C. diff releases toxins that attack the lining of the intestine, resulting in fever, cramps and severe diarrhea.

Antibiotics, which usually save lives, can actually put patients at risk by killing off the naturally occurring intestinal bacteria that normally keep C. diff in check, and are often ineffective for treatment. The chance for recurrence is 20 percent after initial treatment with standard drugs, and jumps up to 40 percent to 65 percent after the second episode.

This high failure rate has prompted the quest for more effective treatments, and stimulated a renewed interest in FMT, which has deep roots in veterinary science. Fecal enemas were first used in 1958 to treat pseudomembranous colitis, and administered in 1983 for C. diff infections.

UC Irvine has been authorized by the Food and Drug Administration to administer the FMT treatment, currently classified as an investigational drug. 

Comments

Charley Miller, RN - ARU
May 02, 2015

I am interested in presenting an inservice to my Acute Rehabilitation Unit on FMT. I would appreciate any information you could provide to assist in my inservice to educate our staff and to whom we could encourage our MD's to consult for our patients that show poor response to conventional antibiotic treatment.

Thank you for your consideration of this request.

Charley Miller

Yuna Muyshondt, MPH - Clinical Research Administrator
May 15, 2015

Charley, I would be happy to share information about FMT. Please contact me at (714) 456-2215 or email me at chuny@uci.edu

Ginger Sullivan
June 16, 2015

I have been suffering with IBS and an undiagnosed autoimmune disease for many years now.
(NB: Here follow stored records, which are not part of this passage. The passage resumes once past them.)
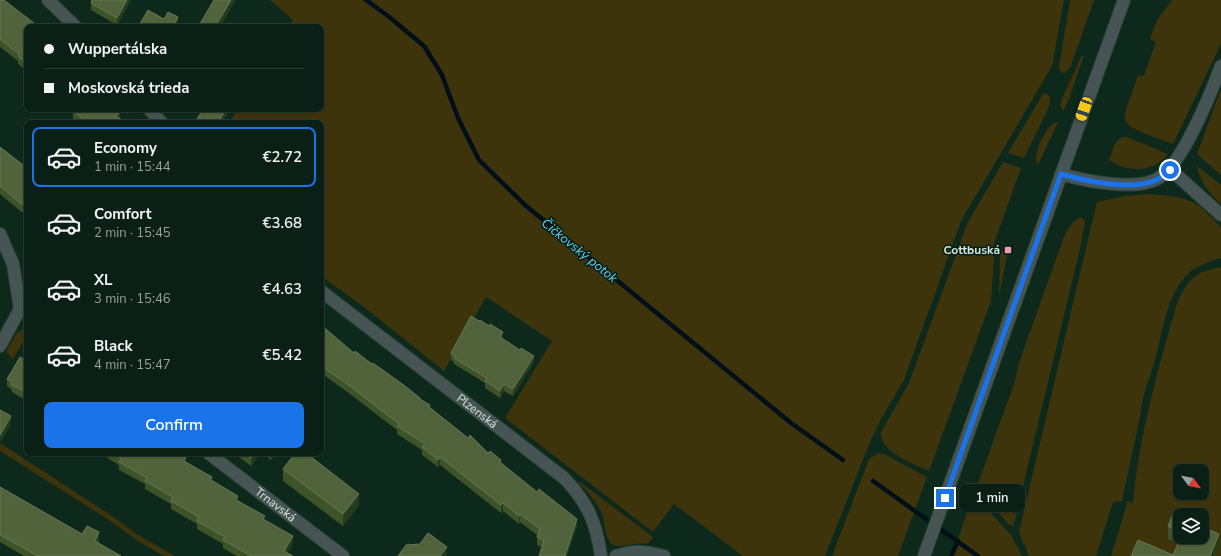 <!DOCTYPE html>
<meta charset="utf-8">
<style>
body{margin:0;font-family:"Nunito Sans",sans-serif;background:#13271e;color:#f1f3f6;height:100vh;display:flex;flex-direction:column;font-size:15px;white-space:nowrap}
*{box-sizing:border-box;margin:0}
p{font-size:13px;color:#99a2a0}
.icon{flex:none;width:22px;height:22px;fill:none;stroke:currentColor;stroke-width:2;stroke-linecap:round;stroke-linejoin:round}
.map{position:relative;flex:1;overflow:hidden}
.sheet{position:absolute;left:24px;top:120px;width:300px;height:336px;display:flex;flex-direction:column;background:#0a1f15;border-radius:8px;box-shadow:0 1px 3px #0004,0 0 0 1px #2a3d34}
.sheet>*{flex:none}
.banner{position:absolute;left:24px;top:24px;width:300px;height:88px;border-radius:8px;box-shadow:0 1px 3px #0004,0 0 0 1px #2a3d34;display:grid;align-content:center;height:88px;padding:0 20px;background:#0a1f15}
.needle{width:26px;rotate:122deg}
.tools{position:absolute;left:1173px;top:464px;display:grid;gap:8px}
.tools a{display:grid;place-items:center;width:36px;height:36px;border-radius:8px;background:#0a1f15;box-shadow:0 1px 3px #0004,0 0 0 1px #2a3d34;font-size:20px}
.end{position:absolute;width:18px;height:18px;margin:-9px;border:5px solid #1a73e8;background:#fff;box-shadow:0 0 0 2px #fff}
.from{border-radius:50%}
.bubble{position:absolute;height:28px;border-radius:8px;background:#0a1f15;box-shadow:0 1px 3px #0004,0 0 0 1px #2a3d34;font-size:13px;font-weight:600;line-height:28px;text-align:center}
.car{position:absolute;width:12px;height:24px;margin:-12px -6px;border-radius:5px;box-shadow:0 0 3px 1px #0007;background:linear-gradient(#f5c518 24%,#345 0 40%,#f5c518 0 76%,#345 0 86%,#f5c518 0)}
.banner b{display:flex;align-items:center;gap:14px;height:38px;font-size:15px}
.banner b+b{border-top:1px solid #2a3d34}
.banner i{width:10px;height:10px;background:#f1f3f6}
ul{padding:7px 0 0;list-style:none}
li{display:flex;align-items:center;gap:12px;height:60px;margin:0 8px 6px;padding:0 12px;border:2px solid transparent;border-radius:8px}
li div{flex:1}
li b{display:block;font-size:15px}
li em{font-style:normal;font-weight:600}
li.current{border-color:#1a73e8}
li>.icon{width:36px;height:36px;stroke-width:1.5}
.action{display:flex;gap:8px;margin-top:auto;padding:8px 20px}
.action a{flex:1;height:46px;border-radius:8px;background:#1a73e8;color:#fff;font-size:16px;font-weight:600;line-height:46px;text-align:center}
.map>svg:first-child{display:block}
.green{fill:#3e340c;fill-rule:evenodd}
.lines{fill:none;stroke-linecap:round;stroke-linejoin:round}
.stream{stroke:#011018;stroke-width:4.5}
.minor-casing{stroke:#294437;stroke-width:14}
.minor{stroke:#465554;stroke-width:12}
.wall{fill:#3f5328}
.shaded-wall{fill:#243c1b}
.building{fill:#50633b;stroke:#657855}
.route{stroke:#1a73e8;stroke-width:5}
.poi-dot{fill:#ef9ab8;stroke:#031f13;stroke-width:1.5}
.labels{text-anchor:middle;stroke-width:3;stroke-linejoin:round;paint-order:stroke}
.poi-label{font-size:12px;font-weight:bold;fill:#d7e7de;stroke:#031f13;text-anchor:end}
.street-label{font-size:12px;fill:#d7e7de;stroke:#031f13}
.water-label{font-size:13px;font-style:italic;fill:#70ccf3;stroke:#031f13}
</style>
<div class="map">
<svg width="1221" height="556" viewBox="0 0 1221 556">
<rect width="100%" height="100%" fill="#0d291c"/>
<!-- green -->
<path class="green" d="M270,0H1064L1052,66L961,221L904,380L881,419L870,442L825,556H743L674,504L653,532L505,418L552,341L486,297L444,371L364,307L321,276V123H229L238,109H321V27H289L293,20Z
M1070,0H1094L1070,68L1064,73L1060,71L1059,66Z
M1172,0H1221V44L1173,144C1163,140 1135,131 1129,125C1125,122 1125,117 1125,113L1138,75L1144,76L1156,42L1150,39L1157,20Z
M1084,55L1069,99L1063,111L1060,105L1064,94L1081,57Z
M1221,89V175L1197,154Z
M1046,93L1050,97V103L1047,111L1024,158L1008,153L1043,94Z
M1056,122H1058L1038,165C1031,156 1046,126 1056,122Z
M1122,137H1127L1168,154C1152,173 1129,173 1109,160L1115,143Z
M1003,162L1021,168L993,246L994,259L991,301L929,471C913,463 880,453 881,432L909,383L967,224Z
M1197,166L1221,185V204C1209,193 1200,182 1197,166Z
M1148,194C1165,195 1183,196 1198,205C1206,211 1214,220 1221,227V258C1208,262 1195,266 1186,276C1166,296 1161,340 1153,367C1148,383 1142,395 1141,412L1122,501L1113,502L1096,556H1029L1019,532L1097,202L1125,196Z
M1080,217L1084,219L1085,223L1081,244L1015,520L1013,526L1009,525L995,508L973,497L1014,384L1020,360L1061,245C1065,235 1069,223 1080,217Z
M1006,249L1008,250L999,297L1000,255L1002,251Z
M1221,267V556H1111L1128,501L1133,503C1139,435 1159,365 1178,300C1190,277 1196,272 1221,267ZM1180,471H1202V493H1180ZM1180,515H1202V537H1180Z
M22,330H27V335L13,359L6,352L16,334Z
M0,443L112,516L138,535L175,556H164L138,541L109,520L0,451Z
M878,453L884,454L927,477L898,556H832L869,459Z
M578,482H580L653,537L648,544C638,542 620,548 614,545C604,540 606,524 602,514C597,502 587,492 578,482Z
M971,502L990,512L1011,535L1022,556H952Z"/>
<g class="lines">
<!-- stream -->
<path class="stream" d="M366,0L388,16L424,46L442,75L458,118L479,160L525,205L791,423L843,460
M873,481L978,556
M951,556L958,541"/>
<!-- minor casing -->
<g class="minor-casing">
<g id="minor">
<path d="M48,0L76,27"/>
<path d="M149,109L162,123"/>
<path d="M1170,169L1221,215"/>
<path d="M1061,174C1085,181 1134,191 1157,179C1182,166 1211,93 1221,66"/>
<path d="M0,234L13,264L20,309L0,346"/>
<path id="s1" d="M321,291L564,478C588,503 596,522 601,556"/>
<path id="s2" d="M208,453L343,556"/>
<path d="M616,556C636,550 645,551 664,556"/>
<path d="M924,556L1124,0"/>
</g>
</g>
<!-- minor -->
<use href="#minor" class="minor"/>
</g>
<!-- wall -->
<path class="wall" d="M0,0L27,27V71L18,64V61L0,47Z
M131,0L117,25L91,10V3Z
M71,109H116L120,119L126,123H79L73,118V110Z
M0,147L27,168V215L19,210L0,194Z
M321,325L354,353L372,364L420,399L468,438L501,463L577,527L542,547L537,545V535L520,522L519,524L503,511L501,513L440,465L438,467L422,455V450L397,434V430L346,391L321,373Z
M503,339L534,362L513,396L504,391L500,398L485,388V383L454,364V362L451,360V353Z
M27,361V398L26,397L22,398L12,392L11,389L7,386V379Z
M99,453H179L186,462L265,520L293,544L287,553L293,556H237L223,548V544L197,529V524L171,509V504L145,489V484L119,470V465Z
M234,453H260L251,466Z
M262,453H276L271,460Z
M283,469L359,505L343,526L283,481Z
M0,487L82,534L99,540L98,543L121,556H24L0,542Z
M1180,517V537H1202L1219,547L1215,556H1131L1173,555L1178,543L1168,539V526Z"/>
<!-- shaded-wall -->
<path class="shaded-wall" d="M127,0H131L117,25V18Z
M231,0H236L220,27H215Z
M178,17V25L177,27H173Z
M226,109H230L222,123H218Z
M120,112V120L116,116Z
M503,332V339L500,337Z
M534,356V362L513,396V389Z
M504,384V391L500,398V391Z
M11,416V424L0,443V435Z
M254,453H260L251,466V458Z
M271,453H276L271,460Z
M440,457V465L438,467V460Z
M359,494V505L343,526V514Z
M503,503V511L501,513V505Z
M520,514V522L519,524V516Z
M577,519V527L567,556H565Z
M99,532V540L95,549V541Z
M1219,534V547L1215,556H1210Z
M293,536V544L285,556L284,551Z
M447,547V555L446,556H440Z"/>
<!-- building -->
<path class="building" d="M0,0H4L39,27H27V63L18,56L19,54L0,39Z
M92,0H127L117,18L91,3Z
M214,0H231L215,27H198Z
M148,10L164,19L168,12L178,17L173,27H138Z
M74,109H116L120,112L116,116L126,123H86L87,122L73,110Z
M203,109H226L218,123H199L196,121Z
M0,147L27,168V207L19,202L0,186Z
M471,316L479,321L480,320L489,326L490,324L503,332L500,337L520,350L521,348L534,356L513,389L504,384L500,391L485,381L487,378L454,358L455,356L451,353Z
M321,325L354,353L355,351L372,364L373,363L405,386L420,398V399L430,405L429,407L468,438L470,435L488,453L490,451L501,460L500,462L537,492L539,489L577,519L565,556H539L544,540L537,537L540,529L520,514L519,516L503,503L501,505L440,457L438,460L422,447L425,444L397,426L399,424L346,383L321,366Z
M20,357L27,361V390L26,389L22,390L12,385L11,381L7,379Z
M0,410L11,416L0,435Z
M112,453H179L186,457L184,461L212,477L211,480L238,496L236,500L265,516L263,519L293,536L284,551L293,556H251L223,540L225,537L197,521L199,517L171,501L173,497L145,481L147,478L119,462L121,458Z
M244,453H254L251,458Z
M295,453H306L359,494L343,514L283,469Z
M0,487L82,534L87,526L99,532L95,541L121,556H38L0,535Z
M1173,514L1180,517V532L1168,526Z
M1202,527L1219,534L1210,556H1131L1138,540L1173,555L1181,537H1202Z
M428,533L447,547L440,556H398L406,545L420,544Z"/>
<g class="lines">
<!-- route -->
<path class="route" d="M945,498L1061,174C1085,181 1135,192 1158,179C1163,177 1166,173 1170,170"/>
</g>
<!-- markers -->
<rect class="poi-dot" x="1004" y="246" width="8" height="8" rx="2"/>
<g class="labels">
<!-- poi labels -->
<g class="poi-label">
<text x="1000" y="254">Cottbuská</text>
</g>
<!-- street labels -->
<g class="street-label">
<text dy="4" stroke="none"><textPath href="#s1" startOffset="197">Plzenská</textPath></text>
<text dy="4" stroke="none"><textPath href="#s2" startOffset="85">Trnavská</textPath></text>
</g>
<!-- water labels -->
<g class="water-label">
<text transform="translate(580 250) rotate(39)" y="5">Čičkovský potok</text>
</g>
</g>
</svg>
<div class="tools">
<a><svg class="needle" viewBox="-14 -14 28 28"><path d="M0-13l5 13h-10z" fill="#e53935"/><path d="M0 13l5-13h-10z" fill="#99a2a0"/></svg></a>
<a><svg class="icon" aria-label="layers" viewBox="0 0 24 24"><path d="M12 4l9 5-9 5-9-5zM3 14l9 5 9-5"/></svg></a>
</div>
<i class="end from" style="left:1170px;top:170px"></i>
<i class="end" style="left:945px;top:498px"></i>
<div class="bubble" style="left:959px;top:484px;width:66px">1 min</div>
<i class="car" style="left:1084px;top:109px;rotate:200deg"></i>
<div class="banner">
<b><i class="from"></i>Wuppertálska</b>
<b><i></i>Moskovská trieda</b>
</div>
<section class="sheet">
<ul>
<li class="current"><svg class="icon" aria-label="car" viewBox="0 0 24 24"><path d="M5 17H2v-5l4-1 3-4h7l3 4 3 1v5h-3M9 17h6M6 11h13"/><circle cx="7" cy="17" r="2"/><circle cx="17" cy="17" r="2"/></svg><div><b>Economy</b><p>1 min · 15:44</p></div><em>€2.72</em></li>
<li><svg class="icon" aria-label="car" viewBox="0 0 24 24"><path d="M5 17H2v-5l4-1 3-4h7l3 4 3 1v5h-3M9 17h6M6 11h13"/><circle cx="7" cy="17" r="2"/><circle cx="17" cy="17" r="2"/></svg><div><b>Comfort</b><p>2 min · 15:45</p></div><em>€3.68</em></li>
<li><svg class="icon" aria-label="car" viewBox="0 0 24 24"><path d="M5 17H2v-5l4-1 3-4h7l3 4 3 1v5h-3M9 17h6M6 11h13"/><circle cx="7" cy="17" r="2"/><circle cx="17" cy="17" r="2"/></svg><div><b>XL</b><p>3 min · 15:46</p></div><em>€4.63</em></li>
<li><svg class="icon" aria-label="car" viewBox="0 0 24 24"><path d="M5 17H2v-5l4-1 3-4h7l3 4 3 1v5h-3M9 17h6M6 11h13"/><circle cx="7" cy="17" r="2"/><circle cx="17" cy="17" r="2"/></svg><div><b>Black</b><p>4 min · 15:47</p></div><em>€5.42</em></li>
</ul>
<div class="action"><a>Confirm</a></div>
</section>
</div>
I have been in bad condition. I believe that I would really benefit from FMT. My spirit is shot because nothing I do really helps and I am exhausted. Will FMT become available for those suffering from IBS, SIBO and an autoimmune disease, like me?

Dr. Nimisha Parekh
July 07, 2015

Thank you very much for your post, Ginger. At this time, FMT is under investigation for various different conditions and we hope to have a lot of new information in the next few years.

Eric Tang
August 27, 2015

Out of curiosity, are you still looking for people to donate?

Amy
October 06, 2015

Hi, Would FMT be used for chronic BV patient as well? Thank you

Natalie Lily
November 10, 2015

I have had diarrhia for over a year,and have not really find cure, i have try all medication is not working out for me but it was the only the herbel of dr.abegbu i took that cure me totally i am free now from diarrhia if you need his help you can reach him through his email dr.abegbuhealer@gmail.com

Nancy Negrete
September 10, 2016

Please help me, I'm not getting better and desperate.
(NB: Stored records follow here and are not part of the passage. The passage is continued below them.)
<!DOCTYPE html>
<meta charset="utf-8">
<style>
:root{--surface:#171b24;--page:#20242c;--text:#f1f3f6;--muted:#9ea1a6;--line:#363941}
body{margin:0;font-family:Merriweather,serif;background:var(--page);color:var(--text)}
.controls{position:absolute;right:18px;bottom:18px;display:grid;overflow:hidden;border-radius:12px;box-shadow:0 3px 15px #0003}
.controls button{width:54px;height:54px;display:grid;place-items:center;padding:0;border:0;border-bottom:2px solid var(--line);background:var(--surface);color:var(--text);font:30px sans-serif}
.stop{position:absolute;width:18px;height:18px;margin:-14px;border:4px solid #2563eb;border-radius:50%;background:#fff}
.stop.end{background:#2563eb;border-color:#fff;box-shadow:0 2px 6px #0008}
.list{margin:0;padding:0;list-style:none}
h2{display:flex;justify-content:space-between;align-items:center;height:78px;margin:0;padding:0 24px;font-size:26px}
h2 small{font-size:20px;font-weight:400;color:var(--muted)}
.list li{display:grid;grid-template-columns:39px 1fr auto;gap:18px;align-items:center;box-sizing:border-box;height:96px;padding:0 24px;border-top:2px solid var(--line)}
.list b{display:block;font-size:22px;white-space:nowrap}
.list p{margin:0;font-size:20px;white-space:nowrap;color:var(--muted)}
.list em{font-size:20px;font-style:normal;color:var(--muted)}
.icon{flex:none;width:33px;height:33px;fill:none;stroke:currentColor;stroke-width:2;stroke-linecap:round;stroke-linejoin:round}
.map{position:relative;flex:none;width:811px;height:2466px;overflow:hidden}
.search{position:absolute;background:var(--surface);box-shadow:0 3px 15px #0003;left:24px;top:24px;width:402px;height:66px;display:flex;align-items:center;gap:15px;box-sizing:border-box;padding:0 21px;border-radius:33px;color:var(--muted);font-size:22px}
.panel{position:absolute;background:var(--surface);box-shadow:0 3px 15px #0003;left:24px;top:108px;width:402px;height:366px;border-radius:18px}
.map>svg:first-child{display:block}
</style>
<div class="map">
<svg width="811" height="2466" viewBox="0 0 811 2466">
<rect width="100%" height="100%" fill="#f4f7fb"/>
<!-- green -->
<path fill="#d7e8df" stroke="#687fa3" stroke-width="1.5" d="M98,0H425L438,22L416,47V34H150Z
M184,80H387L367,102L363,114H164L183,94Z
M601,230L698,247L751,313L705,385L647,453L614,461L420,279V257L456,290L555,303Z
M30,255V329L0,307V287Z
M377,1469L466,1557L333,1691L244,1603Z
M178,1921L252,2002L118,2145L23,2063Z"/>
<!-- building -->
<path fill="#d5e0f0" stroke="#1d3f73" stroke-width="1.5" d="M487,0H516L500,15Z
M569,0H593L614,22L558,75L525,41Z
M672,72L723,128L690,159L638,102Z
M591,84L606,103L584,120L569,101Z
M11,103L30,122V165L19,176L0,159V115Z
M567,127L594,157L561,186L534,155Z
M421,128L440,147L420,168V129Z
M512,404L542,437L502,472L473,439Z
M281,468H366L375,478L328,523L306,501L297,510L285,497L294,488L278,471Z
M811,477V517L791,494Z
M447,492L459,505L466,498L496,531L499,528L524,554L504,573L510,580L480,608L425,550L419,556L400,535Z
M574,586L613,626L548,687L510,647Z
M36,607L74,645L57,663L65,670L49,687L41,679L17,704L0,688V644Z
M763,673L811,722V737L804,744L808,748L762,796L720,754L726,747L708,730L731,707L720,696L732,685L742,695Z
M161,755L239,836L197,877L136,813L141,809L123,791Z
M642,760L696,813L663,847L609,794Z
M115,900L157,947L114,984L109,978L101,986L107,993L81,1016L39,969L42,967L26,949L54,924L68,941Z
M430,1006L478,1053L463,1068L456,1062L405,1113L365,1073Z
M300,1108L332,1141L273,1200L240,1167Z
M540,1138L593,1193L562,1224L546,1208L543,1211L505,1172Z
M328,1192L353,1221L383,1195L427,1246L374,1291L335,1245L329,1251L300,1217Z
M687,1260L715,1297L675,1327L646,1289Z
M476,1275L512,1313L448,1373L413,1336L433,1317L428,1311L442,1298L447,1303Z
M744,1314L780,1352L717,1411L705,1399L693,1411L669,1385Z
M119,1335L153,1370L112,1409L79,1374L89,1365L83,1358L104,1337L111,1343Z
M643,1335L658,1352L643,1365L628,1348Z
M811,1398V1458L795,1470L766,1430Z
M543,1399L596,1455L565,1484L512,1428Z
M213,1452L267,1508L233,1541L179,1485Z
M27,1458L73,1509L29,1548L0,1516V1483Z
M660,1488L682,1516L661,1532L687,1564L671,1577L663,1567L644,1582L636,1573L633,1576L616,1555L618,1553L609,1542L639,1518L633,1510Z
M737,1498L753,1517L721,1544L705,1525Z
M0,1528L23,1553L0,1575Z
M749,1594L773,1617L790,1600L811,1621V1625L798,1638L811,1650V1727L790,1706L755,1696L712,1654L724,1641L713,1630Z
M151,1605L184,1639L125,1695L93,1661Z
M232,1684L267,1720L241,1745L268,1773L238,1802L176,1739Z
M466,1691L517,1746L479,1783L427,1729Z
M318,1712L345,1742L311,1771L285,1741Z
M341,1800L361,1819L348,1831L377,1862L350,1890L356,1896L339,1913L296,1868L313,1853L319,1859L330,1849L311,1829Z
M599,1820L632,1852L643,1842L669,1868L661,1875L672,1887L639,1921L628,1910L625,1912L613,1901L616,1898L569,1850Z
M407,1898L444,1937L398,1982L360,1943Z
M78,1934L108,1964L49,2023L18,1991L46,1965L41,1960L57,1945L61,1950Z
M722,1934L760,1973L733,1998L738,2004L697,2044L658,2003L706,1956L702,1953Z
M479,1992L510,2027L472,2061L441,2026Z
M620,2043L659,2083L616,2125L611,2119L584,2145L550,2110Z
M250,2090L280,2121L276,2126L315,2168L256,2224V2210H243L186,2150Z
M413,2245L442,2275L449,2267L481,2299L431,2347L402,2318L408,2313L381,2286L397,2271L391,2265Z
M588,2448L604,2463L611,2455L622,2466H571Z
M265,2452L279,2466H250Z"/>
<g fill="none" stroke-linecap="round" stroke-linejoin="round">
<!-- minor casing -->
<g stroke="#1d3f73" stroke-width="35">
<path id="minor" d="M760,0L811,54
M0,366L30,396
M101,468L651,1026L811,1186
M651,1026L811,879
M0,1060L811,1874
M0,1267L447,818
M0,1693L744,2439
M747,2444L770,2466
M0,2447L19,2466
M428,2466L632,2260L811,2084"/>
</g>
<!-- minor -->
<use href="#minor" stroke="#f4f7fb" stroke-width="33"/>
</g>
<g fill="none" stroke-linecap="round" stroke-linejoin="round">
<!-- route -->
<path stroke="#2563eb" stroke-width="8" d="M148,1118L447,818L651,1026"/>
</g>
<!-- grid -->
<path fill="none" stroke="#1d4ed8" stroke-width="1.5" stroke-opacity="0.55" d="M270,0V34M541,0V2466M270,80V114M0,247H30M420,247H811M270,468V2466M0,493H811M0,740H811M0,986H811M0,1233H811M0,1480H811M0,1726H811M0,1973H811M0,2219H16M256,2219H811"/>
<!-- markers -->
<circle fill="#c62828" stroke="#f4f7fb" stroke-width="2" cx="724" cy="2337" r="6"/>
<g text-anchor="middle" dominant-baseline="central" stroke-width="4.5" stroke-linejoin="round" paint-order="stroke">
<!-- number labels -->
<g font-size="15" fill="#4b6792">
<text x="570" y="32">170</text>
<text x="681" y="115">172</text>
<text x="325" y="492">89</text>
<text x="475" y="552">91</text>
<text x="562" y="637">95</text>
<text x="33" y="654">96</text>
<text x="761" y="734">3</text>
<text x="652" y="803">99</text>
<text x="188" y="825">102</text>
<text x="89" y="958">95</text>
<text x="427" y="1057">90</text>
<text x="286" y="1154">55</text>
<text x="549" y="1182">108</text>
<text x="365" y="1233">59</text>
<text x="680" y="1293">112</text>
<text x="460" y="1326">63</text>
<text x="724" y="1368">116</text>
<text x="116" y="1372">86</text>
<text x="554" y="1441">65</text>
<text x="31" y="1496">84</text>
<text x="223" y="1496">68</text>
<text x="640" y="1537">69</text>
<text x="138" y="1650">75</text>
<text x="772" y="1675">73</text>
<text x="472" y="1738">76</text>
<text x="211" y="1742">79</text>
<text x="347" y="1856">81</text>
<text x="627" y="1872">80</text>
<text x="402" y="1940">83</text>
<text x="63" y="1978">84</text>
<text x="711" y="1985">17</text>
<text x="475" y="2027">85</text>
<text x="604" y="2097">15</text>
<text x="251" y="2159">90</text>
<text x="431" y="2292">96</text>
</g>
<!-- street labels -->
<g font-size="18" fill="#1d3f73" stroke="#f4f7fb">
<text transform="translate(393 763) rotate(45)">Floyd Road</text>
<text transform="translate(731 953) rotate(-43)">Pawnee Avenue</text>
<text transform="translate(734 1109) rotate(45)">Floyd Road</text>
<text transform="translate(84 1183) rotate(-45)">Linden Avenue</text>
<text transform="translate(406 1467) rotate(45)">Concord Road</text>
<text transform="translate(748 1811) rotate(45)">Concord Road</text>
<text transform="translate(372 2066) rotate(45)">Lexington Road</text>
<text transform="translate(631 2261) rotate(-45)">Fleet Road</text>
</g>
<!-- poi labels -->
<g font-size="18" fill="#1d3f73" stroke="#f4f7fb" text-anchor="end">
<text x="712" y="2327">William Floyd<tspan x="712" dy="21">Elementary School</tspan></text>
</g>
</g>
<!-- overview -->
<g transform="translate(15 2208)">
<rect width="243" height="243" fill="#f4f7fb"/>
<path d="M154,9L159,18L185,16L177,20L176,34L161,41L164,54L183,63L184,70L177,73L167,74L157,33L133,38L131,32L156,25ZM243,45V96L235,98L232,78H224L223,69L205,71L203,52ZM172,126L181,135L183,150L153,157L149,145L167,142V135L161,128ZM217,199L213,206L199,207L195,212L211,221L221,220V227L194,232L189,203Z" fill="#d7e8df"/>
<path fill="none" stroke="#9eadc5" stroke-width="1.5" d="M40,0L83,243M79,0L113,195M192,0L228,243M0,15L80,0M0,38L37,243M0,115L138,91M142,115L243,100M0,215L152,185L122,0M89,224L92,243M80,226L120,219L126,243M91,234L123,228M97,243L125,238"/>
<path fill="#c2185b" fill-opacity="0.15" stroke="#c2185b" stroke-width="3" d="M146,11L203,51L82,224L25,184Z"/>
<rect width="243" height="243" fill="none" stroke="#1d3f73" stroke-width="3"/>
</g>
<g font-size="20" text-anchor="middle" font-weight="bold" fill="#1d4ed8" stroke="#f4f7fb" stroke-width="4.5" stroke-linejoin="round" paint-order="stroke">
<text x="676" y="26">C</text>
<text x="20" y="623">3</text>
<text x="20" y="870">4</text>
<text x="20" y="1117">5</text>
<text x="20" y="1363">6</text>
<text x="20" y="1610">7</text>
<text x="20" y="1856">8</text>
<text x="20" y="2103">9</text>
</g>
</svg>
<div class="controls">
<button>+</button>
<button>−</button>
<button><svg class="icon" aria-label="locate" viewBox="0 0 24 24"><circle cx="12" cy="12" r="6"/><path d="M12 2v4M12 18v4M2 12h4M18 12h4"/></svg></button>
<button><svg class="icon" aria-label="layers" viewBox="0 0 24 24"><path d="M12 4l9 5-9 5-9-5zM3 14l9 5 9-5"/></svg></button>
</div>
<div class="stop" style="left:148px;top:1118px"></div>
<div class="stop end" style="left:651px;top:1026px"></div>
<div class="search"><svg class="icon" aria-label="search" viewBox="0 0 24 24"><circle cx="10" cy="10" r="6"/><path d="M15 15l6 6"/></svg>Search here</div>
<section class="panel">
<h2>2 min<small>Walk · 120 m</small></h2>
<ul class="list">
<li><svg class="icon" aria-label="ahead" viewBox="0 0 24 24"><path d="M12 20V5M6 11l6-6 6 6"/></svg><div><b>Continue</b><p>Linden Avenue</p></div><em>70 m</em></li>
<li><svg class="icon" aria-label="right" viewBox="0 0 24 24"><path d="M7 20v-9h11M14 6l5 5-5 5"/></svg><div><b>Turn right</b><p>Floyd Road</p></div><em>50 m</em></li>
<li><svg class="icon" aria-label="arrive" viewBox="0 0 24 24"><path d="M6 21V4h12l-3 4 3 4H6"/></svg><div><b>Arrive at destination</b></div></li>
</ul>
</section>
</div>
My son was born 5/9/16, placenta was retained in my csection, 7/11/16 D&C, 8/1/16 hysterectomy. After a month suffering 8/30/16 I was diagnosed with Cdiff.

UC Irvine Health
September 11, 2016

Hi Nancy. Please contact our Inflammatory Bowel Disease Program for help with C. diff infections. You can contact the program at 888-717-4463 or by filling out an appointment request form. We hope you find relief soon.

Raquel Baltierra
April 28, 2017

I left a message last week. I am a patient with a second round of Cliff in two weeks. I would like to know what I could do to find out about getting help on a fecal transplant.